If food and fashion appear to be – for myriad and obvious reasons – unlikely bedfellows, their relationship is currently enjoying what might not unreasonably be described as a moment.

First up: Lady Gaga's Argentinian beef dress. Despite the hype that has sprung up around this particular garment it is a not entirely original statement, having previously been made by not only Elsa Schiaparelli – whose lamb-chop hat was famously worn by the heiress Daisy Fellowes (there was also a lamb-chop jacket to match) – but also by Hussein Chalayan. In his days as an art student in the genteel seaside town of Leamington Spa, Chalayan used cuts of meat to create a not-so-genteel print. The gesture earned him a place at Central Saint Martins.

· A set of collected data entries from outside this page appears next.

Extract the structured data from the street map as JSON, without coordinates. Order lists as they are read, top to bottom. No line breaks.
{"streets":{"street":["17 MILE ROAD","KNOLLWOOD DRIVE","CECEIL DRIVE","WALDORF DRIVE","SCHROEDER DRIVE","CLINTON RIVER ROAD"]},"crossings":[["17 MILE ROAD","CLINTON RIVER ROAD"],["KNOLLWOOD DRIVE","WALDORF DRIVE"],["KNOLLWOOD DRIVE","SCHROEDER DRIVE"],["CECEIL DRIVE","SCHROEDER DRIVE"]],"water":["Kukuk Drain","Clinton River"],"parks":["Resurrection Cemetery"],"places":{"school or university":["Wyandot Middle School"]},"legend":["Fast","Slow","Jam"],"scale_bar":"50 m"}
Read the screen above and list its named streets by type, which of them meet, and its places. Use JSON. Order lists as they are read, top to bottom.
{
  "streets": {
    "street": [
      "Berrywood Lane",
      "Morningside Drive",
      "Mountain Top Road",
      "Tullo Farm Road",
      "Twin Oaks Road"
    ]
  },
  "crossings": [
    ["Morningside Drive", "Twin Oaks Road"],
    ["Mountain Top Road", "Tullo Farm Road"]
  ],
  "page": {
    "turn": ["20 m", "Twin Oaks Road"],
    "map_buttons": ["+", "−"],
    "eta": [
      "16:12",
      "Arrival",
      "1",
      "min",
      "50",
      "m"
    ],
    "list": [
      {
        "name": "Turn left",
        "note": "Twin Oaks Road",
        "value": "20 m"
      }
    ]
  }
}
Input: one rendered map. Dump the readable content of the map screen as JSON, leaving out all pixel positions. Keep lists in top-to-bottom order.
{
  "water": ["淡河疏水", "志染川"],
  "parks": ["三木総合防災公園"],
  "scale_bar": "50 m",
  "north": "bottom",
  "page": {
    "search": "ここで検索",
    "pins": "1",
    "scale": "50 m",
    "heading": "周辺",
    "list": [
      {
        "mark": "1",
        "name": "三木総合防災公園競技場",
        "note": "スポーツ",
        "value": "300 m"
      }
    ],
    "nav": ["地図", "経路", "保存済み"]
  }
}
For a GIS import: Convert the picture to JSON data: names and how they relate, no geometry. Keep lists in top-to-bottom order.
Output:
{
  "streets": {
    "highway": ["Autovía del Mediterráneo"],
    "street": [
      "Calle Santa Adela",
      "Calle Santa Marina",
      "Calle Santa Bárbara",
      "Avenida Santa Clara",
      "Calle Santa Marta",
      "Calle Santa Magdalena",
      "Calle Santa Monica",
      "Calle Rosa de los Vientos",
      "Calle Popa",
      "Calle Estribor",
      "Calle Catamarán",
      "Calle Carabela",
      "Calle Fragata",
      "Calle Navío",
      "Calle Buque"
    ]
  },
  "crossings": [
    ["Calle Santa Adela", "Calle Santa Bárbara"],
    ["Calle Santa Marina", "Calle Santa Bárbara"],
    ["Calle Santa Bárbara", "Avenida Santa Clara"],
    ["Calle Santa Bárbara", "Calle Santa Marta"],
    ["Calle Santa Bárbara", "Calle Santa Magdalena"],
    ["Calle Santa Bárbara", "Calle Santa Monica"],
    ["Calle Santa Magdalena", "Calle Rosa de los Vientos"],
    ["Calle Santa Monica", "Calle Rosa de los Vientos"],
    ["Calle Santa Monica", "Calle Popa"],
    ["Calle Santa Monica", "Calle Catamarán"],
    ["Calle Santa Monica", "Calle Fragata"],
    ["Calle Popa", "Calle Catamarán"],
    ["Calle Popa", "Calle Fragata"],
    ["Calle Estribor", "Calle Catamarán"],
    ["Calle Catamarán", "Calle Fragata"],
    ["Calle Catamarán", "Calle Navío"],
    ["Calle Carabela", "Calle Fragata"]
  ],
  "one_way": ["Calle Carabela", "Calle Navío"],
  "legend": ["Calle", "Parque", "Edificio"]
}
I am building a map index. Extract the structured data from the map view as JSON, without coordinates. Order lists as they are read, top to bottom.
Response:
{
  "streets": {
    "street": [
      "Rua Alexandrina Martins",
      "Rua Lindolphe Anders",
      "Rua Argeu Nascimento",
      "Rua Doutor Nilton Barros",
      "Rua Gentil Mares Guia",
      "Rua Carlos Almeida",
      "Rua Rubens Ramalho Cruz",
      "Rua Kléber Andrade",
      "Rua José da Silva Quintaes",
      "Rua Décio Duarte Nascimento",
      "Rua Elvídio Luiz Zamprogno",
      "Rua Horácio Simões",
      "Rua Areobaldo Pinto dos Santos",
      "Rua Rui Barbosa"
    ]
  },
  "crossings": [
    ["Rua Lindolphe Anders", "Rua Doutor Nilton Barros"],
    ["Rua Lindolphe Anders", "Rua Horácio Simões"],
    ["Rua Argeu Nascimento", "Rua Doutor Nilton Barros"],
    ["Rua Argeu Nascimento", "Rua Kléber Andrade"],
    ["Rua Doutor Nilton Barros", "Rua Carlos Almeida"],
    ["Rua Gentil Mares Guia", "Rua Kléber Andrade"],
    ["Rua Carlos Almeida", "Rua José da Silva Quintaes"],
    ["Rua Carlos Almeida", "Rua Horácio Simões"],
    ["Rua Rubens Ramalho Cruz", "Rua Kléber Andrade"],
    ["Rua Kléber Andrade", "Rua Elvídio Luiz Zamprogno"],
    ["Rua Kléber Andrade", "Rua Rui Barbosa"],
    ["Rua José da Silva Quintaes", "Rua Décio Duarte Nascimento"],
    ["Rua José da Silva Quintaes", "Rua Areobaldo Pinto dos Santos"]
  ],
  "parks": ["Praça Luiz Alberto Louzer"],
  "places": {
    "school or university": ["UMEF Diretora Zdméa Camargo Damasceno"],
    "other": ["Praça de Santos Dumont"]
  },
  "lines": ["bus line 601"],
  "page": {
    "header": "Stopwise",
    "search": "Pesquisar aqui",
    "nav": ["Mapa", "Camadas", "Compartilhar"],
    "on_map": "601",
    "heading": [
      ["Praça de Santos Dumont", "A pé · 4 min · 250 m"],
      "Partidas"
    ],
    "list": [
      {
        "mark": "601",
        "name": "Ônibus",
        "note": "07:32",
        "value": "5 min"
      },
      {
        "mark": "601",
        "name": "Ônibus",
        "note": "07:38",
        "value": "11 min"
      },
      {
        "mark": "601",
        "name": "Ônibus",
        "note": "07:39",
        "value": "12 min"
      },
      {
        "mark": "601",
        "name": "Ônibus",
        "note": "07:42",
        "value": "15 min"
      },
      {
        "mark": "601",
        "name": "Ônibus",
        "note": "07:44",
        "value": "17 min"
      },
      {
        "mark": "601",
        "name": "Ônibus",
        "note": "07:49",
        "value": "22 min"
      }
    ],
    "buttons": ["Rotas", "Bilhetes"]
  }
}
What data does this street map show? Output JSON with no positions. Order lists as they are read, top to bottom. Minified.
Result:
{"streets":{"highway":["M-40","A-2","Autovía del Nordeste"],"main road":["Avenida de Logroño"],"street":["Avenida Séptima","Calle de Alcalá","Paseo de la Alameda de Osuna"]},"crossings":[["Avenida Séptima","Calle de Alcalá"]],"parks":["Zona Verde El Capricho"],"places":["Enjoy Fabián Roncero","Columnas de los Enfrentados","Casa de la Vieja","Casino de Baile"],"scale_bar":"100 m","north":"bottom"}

For the forthcoming spring/summer, meanwhile (and also for pudding?) the fashion follower might simply like to have a banana. Following her show in Milan last week, Miuccia Prada, the first lady of Italian fashion, stepped out to take her bow with two particularly fine and garish examples of that very fruit dangling from her earlobes where, more predictably, a pleasingly precious pair of vintage baubles might have been.

"I wanted to put them in the show," the designer said backstage. "But my assistant thought they weren't beautiful enough." A brave assistant indeed. Whatever, the accompanying print made the edit, a playful touch if ever there was one.

It was a reference to Josephine Baker, whose banana skirt was almost as famous as Chiquita, her pet leopard. Nor is Baker the only fashion icon to have held up a generally quite innocuous fruit for our perusal. An Andy Warhol banana print takes pride of place on the sleeve of The Velvet Underground & Nico. In the album cover's original incarnation, the skin could be peeled back to reveal the fruit (flesh-coloured – how rude!) beneath.

The auspicious history of the banana doesn't stop there. For spring/summer 2004, then Chloé designer Phoebe Philo printed bananas on to short shift dresses and T-shirts, safe in the knowledge that this is as sassy and saucy an image as the customer of that young, fashionable label could wish for.

And now they're back. Go bananas and don't even care.